*** Opening Record excerpts ***
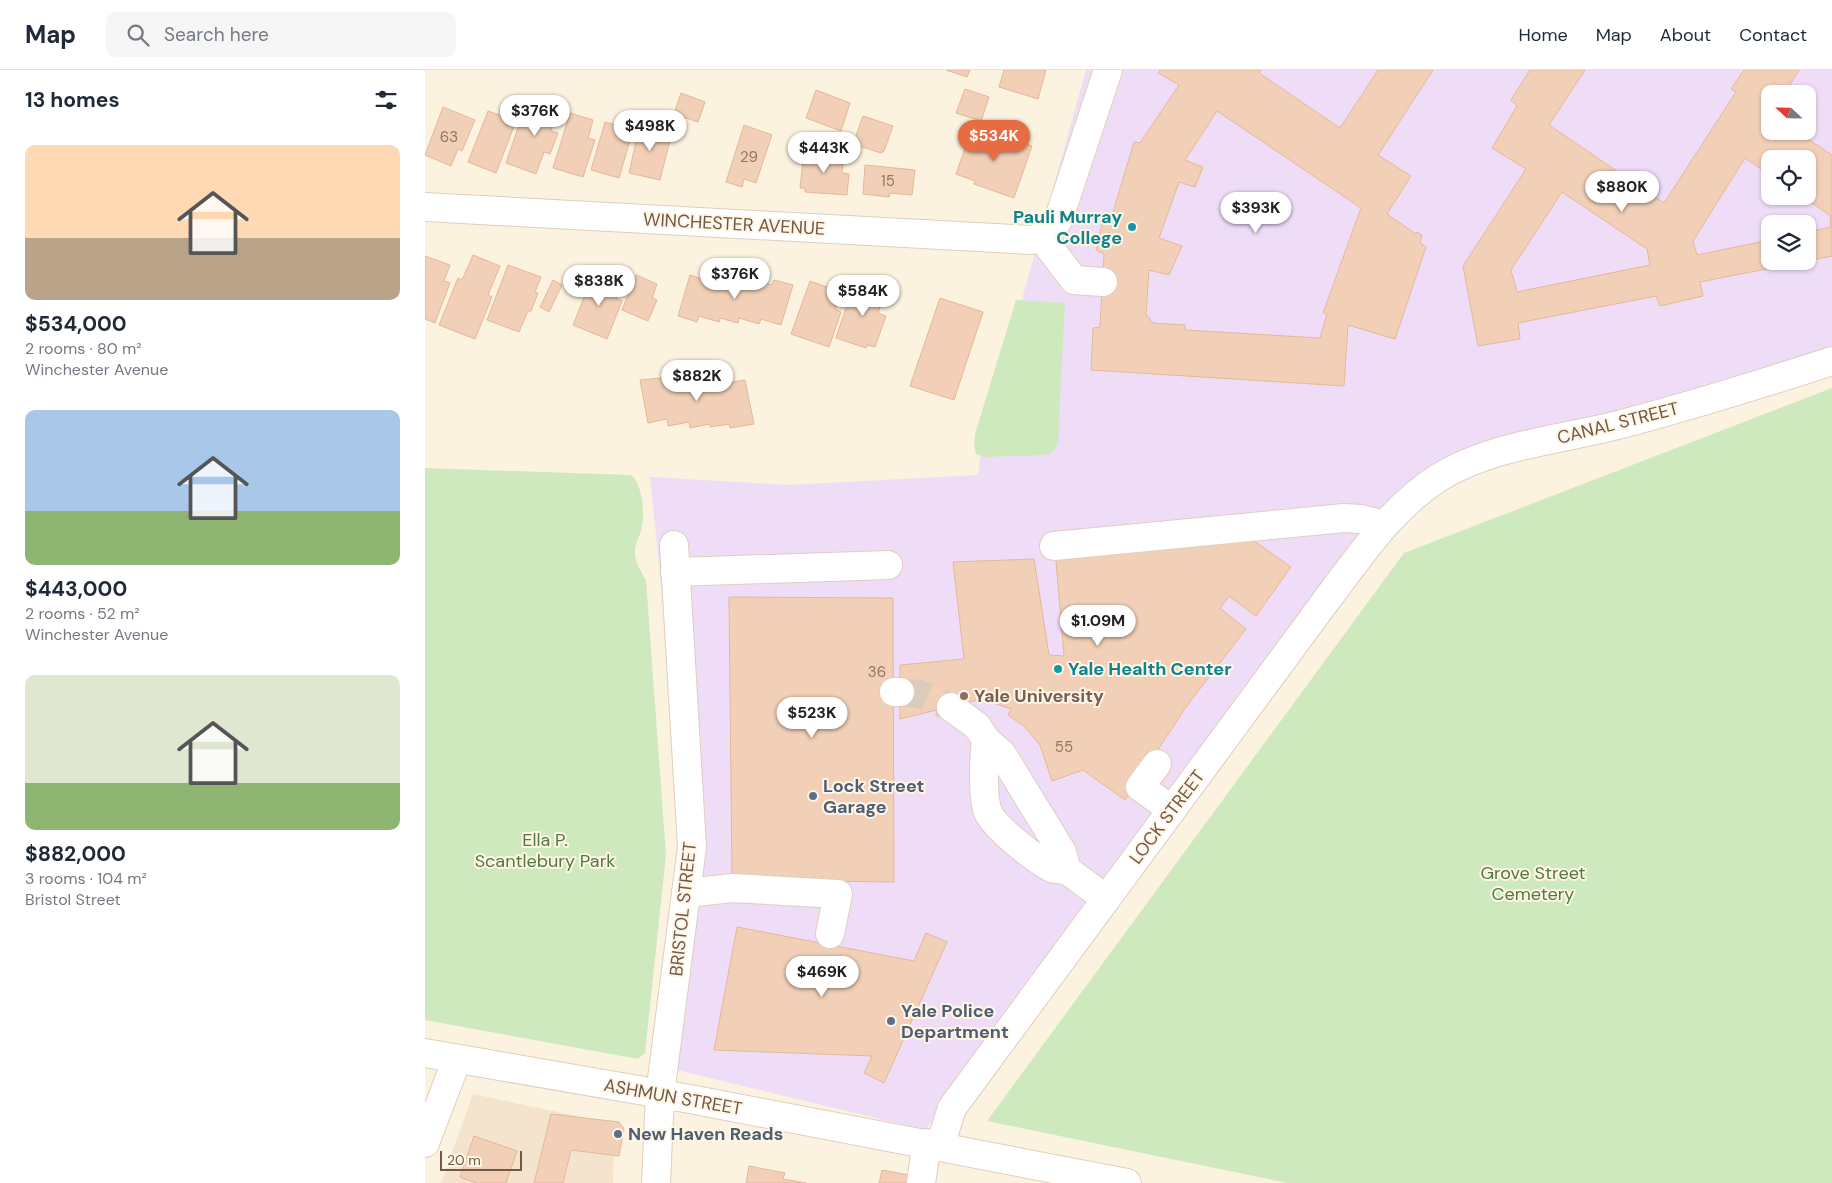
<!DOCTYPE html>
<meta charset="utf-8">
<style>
:root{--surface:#fff;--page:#f6f6f7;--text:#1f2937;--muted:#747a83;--line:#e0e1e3;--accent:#e86c42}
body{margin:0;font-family:"DM Sans",sans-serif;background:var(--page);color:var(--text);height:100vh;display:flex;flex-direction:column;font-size:19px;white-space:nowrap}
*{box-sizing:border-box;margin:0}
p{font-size:16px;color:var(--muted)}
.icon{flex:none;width:28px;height:28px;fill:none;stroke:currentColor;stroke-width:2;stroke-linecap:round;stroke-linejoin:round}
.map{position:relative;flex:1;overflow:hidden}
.side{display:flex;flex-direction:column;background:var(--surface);width:425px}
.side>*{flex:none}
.needle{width:32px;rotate:292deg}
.controls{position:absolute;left:1336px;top:15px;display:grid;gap:10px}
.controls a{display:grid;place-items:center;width:55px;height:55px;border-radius:10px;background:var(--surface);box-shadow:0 1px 4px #0004;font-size:25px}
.scale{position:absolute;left:15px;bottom:12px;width:82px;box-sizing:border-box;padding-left:5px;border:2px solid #735847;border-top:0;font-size:14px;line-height:18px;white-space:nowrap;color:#735847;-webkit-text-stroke:4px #fff6e6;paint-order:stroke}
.price{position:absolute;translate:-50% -42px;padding:0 11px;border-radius:18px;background:#fff;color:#222;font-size:16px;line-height:32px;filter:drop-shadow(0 1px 2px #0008)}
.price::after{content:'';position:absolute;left:50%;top:30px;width:15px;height:11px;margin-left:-8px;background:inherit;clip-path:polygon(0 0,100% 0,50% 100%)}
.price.current{background:var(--accent);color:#fff}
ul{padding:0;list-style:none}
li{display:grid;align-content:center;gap:10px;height:265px;padding:0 25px}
li span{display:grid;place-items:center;height:155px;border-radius:10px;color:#555}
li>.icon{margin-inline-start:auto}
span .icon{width:90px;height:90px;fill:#fffc;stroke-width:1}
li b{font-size:21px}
h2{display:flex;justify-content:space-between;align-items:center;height:60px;padding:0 25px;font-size:21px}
header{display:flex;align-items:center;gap:30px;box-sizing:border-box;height:70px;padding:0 25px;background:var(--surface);border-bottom:1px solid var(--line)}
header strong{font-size:24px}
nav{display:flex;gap:28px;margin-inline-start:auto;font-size:18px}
.search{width:350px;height:45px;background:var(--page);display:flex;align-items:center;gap:12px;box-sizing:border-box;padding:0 18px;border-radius:10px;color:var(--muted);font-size:19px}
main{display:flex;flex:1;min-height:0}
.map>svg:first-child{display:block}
</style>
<header>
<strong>Map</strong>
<div class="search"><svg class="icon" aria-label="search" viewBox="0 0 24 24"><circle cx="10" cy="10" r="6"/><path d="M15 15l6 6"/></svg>Search here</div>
<nav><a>Home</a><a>Map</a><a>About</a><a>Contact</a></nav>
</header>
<main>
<section class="side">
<h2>13 homes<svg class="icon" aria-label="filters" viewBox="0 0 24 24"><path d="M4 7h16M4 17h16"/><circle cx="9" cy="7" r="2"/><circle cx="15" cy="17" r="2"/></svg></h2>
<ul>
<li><span style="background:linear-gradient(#ffd9b3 60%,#b9a48a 0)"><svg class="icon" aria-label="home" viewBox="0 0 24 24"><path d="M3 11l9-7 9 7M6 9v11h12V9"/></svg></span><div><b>$534,000</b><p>2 rooms · 80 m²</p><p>Winchester Avenue</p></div></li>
<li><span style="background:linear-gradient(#a9c7e8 65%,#8fb573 0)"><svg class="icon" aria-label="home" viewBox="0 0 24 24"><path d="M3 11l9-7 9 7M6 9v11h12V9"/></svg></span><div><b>$443,000</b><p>2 rooms · 52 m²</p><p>Winchester Avenue</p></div></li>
<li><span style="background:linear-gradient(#dfe7d0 70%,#8fb573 0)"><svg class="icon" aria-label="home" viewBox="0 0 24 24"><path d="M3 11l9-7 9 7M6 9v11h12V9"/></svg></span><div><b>$882,000</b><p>3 rooms · 104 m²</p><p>Bristol Street</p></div></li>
</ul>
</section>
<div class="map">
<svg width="1407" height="1113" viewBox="0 0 1407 1113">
<rect width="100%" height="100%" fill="#fcf2e0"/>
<polygon fill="#f4e4ce" points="48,1024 190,1054 188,1113 16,1113"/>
<path fill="#efddf8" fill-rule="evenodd" d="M661,0H1407V288L993,423L950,469L500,1060L240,997L263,784L225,407L363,415L553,405L557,372ZM1345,24H1382V61H1345ZM1345,89H1382V126H1345ZM1345,154H1382V191H1345Z"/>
<g fill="#cfe9bf">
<polygon points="591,230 640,233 633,373 629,381 622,385 559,387 551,384 549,375 550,364"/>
<polygon points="1407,318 1407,1113 863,1113 562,1051 979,483"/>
<path d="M0,398L206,405C217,413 220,442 217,456C216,465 210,472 210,482C210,493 216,501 221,510L241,785L220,983L213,989L0,950Z"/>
</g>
<g fill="#f2d0b7" stroke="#e5b797" fill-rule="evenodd">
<polygon points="521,0 545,0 542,7"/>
<polygon points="579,0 621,0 613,29 574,17"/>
<path d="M735,0H836L834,3L915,58L953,0H1008L953,85L986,106L962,144L991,164L992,162L997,165L995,173L1001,177L970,269L923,255L919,316L666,300L668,258L675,257L679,184L671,180L678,150L685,152L709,72L715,73L754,15L733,3ZM792,41L936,138L898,243L902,244L895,268L760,260V255L728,253L721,244L724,200L744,205L757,176L734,168L754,112L770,117L778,97L760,90Z"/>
<path d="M1105,0H1160L1124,55L1239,133L1311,22L1306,19L1319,0H1374L1359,24H1345V61H1371L1407,85V186L1382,191V162L1406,157L1405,145L1376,126H1382V89H1345V105L1320,88L1268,171L1272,185L1345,170V191H1382L1275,212L1278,226L1235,236L1231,226L1093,253L1095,269L1053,276L1038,196L1101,99L1067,78L1092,36L1086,30ZM1137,122L1222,179L1225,195L1092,222L1086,200Z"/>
<polygon points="540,19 564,27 556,51 531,43"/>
<polygon points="391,20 425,33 416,61 381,48"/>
<polygon points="256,23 280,32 273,52 249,44"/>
<polygon points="122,27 137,32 126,61 133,63 125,84 119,82 111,104 81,93 95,52 101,55 109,32 119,36"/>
<polygon points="18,37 50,50 37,81 33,79 26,96 0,85"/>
<polygon points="63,41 91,51 71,103 43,92"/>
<polygon points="145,43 168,50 163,68 170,70 158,107 128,98"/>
<polygon points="438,46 468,56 459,81 456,83 428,74"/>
<polygon points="180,52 208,60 194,108 166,100"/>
<polygon points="215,54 247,62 235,110 204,103"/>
<polygon points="319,55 347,65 331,113 319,109 317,117 301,112"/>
<polygon points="546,61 564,67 566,62 607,76 589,128 549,114 550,111 531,104"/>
<polygon points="379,81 419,85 417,103 424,104 422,125 380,122 380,118 375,118"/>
<polygon points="440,95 490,100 487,125 465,123 464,127 438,124"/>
<polygon points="48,185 75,196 63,225 67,227 50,269 14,255 33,208 37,210"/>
<polygon points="0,186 25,195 19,211 25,213 10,253 0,249"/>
<polygon points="83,195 116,207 110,222 113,223 106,241 103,241 94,262 62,250"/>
<polygon points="169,203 197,214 191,229 197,231 182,269 148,255"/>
<polygon points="211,205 232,214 227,228 232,230 223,251 197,240"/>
<polygon points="265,205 286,212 288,207 307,212 309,208 326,213 328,210 347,215 349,210 368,215 356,255 336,249 334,254 314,248 313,253 295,248 294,252 274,246 272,252 253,246"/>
<polygon points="128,210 137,215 124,242 115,237"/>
<polygon points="385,211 416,222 410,239 416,242 404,277 366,264"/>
<polygon points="449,213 462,217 453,243 461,246 450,277 442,275 441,278 411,268 428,217 446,223"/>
<polygon points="515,228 558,242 529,330 485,316"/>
<polygon points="257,306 257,312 276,308 277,314 298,310 298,314 320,310 329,354 305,358 304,354 285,357 285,354 265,358 264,352 243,356 242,349 223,353 215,310"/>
<polygon points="825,468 866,497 831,546 804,526 795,538 821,559 761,637 700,730 658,700 627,711 615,675 600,657 583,645 586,639 557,629 475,649 475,595 539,589 528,492 609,489 624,585 639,586 630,479"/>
<polygon points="304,527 468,528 469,812 307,810"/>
<polygon points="312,857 489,891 501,863 522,872 459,1013 439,1003 447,986 289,980"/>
<polygon points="126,1044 194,1052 199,1059 194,1086 146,1080 138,1113 109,1113"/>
<polygon points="49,1066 92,1081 81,1113 51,1113 35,1107"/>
<polygon points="324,1096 360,1103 358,1109 381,1113 321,1113"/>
<polygon points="457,1100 484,1105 482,1113 454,1113"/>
</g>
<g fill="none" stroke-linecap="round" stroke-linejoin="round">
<polyline stroke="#daccba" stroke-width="28" stroke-dasharray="28 14" stroke-linecap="butt" points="475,622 495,624 526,637"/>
<g stroke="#e0cebc" stroke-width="30">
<g id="minor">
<path d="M0,137L606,170C620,167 628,161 634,148L683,0"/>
<polyline points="617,168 649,210 678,212"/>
<polyline points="629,476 919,448 936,449 959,455"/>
<polyline points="250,502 463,495"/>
<polyline points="469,622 475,622"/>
<polyline points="526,637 552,656 561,670"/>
<polyline points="732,694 715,717 747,740"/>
<path d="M642,800C637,799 631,800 627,798C611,790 570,758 563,742C557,727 559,686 561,670L577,684L637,782L642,800L681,829"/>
<polyline points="261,823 308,818 413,824 405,864"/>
<polyline points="0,983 265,1029 702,1113"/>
<polyline points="0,1073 32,989"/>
<path d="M515,1076L527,1038L906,524C938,482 968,437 1013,408C1066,375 1134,370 1193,355C1265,336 1336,314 1407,291"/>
<polyline points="231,1113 235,1024 267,777 249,475"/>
<polyline points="496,1113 502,1073"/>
</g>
</g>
<use href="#minor" stroke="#fff" stroke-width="28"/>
</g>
<g fill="#0f9aa8" stroke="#fff6e6" stroke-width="2">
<circle cx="707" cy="157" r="5"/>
<circle cx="633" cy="599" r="5"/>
</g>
<circle fill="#8d6e63" stroke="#fff6e6" stroke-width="2" cx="539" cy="626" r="5"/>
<g fill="#5c6f8a" stroke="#fff6e6" stroke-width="2">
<circle cx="388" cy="726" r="5"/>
<circle cx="466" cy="951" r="5"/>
<circle cx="193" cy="1064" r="5"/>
</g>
<g text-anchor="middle" stroke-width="4" stroke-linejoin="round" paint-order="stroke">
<g font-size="15" fill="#937663">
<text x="24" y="72">63</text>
<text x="324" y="92">29</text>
<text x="463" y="116">15</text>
<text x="452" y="607">36</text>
<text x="639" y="682">55</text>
</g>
<g font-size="18" font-weight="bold" fill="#0d838f" stroke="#fff6e6" text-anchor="end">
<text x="697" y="153">Pauli Murray<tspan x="697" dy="21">College</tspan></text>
<text x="643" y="605" text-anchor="start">Yale Health Center</text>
</g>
<g font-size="18" fill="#735847" stroke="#fff6e6">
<text transform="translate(309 154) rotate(3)" y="6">WINCHESTER AVENUE</text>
<text transform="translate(1193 353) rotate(-14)" y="6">CANAL STREET</text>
<text transform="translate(742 747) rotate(-53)" y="6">LOCK STREET</text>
<text transform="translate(258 839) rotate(-84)" y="6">BRISTOL STREET</text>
<text transform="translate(248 1027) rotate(10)" y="6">ASHMUN STREET</text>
</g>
<g font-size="18" font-weight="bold" fill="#785e54" stroke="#fff6e6" text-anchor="start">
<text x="549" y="632">Yale University</text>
</g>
<g font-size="18" font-weight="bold" fill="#4e5e75" stroke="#fff6e6" text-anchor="start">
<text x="398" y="722">Lock Street<tspan x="398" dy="21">Garage</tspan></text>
<text x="476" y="947">Yale Police<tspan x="476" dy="21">Department</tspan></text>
<text x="203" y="1070">New Haven Reads</text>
</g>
<g font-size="18" fill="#4e793f" stroke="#fff6e6">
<text x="120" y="776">Ella P.<tspan x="120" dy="21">Scantlebury Park</tspan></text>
<text x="1108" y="809">Grove Street<tspan x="1108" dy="21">Cemetery</tspan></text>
</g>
</g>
</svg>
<div class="controls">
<a><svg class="needle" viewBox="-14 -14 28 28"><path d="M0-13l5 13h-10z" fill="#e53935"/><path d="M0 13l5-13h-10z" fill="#747a83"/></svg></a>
<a><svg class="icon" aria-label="locate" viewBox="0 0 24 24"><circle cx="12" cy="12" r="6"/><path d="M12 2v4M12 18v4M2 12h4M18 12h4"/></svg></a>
<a><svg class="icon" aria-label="layers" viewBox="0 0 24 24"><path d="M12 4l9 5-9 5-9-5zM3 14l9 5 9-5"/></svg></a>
</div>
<div class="scale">20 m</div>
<b class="price" style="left:110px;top:67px">$376K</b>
<b class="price" style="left:225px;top:82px">$498K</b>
<b class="price current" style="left:569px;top:92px">$534K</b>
<b class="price" style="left:399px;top:104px">$443K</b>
<b class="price" style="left:1197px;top:143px">$880K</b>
<b class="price" style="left:831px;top:164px">$393K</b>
<b class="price" style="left:310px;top:230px">$376K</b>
<b class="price" style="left:174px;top:237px">$838K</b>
<b class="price" style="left:438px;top:247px">$584K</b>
<b class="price" style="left:272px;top:332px">$882K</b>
<b class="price" style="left:673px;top:577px">$1.09M</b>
<b class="price" style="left:387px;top:669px">$523K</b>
<b class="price" style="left:397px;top:928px">$469K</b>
</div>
</main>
*** Closing Record excerpts ***
Where a line of the records includes "nowrap", copy it.

body{margin:0;font-family:"DM Sans",sans-serif;background:var(--page);color:var(--text);height:100vh;display:flex;flex-direction:column;font-size:19px;white-space:nowrap}
.scale{position:absolute;left:15px;bottom:12px;width:82px;box-sizing:border-box;padding-left:5px;border:2px solid #735847;border-top:0;font-size:14px;line-height:18px;white-space:nowrap;color:#735847;-webkit-text-stroke:4px #fff6e6;paint-order:stroke}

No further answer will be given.